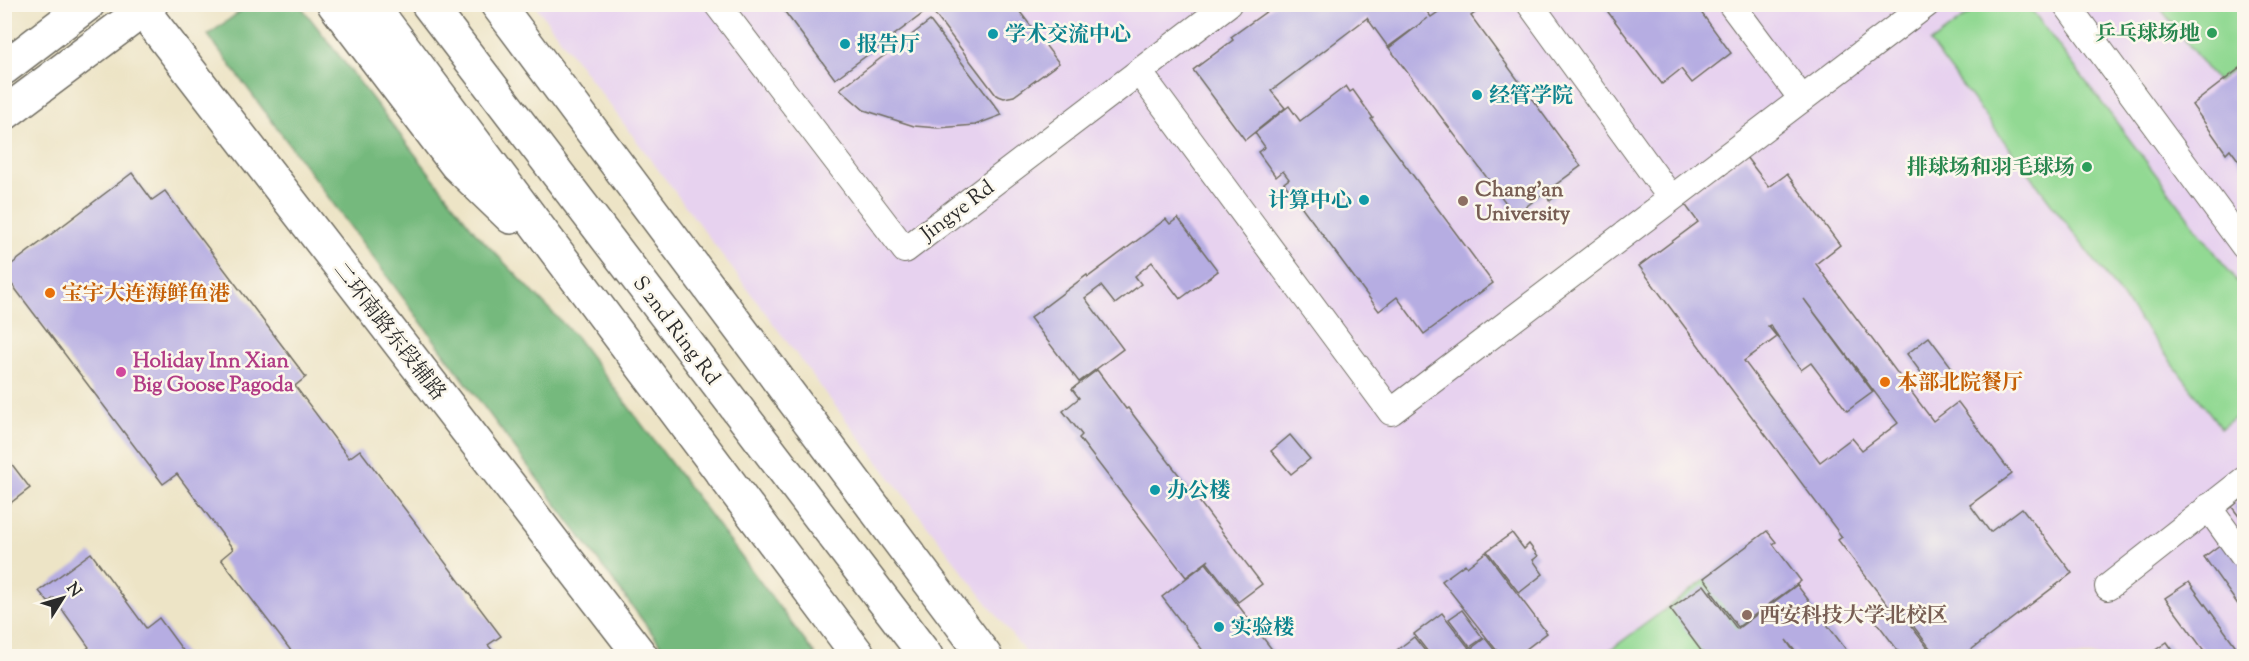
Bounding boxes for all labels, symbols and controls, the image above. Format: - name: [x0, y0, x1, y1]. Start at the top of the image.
- place label: 乒乓球场地: [2095, 20, 2200, 50]
- place label: 学术交流中心: [1005, 21, 1131, 51]
- marker: 乒乓球场地: [2205, 26, 2219, 40]
- marker: 学术交流中心: [986, 27, 1000, 41]
- place label: 报告厅: [857, 31, 920, 61]
- marker: 报告厅: [838, 37, 852, 51]
- place label: 经管学院: [1489, 82, 1573, 112]
- marker: 经管学院: [1470, 88, 1484, 102]
- place label: 排球场和羽毛球场: [1907, 154, 2075, 184]
- marker: 排球场和羽毛球场: [2080, 160, 2094, 174]
- street label: Jingye Rd: [914, 174, 1001, 250]
- place label: Chang'an University: [1475, 176, 1571, 230]
- place label: 计算中心: [1268, 187, 1352, 217]
- marker: 计算中心: [1357, 193, 1371, 207]
- marker: Chang'an University: [1456, 194, 1470, 208]
- street label: 二环南路东段辅路: [325, 257, 452, 408]
- street label: S 2nd Ring Rd: [624, 270, 726, 392]
- place label: 宝宇大连海鲜鱼港: [62, 280, 230, 310]
- marker: 宝宇大连海鲜鱼港: [43, 286, 57, 300]
- place label: Holiday Inn Xian Big Goose Pagoda: [133, 347, 294, 401]
- marker: Holiday Inn Xian Big Goose Pagoda: [114, 365, 128, 379]
- place label: 本部北院餐厅: [1897, 369, 2023, 399]
- marker: 本部北院餐厅: [1878, 375, 1892, 389]
- place label: 办公楼: [1167, 477, 1230, 507]
- marker: 办公楼: [1148, 483, 1162, 497]
- north arrow: [33, 568, 93, 628]
- text: N: [60, 578, 86, 603]
- place label: 西安科技大学北校区: [1759, 602, 1948, 632]
- marker: 西安科技大学北校区: [1740, 608, 1754, 622]
- place label: 实验楼: [1231, 614, 1294, 644]
- marker: 实验楼: [1212, 620, 1226, 634]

= = = =

- **INSTRUCTIONS FOR THE TASK**
The lines you return should be those above that contain the word "排球场和羽毛球场", every one of them.

- **EXERCISE RESPONSE**
- place label: 排球场和羽毛球场: [1907, 154, 2075, 184]
- marker: 排球场和羽毛球场: [2080, 160, 2094, 174]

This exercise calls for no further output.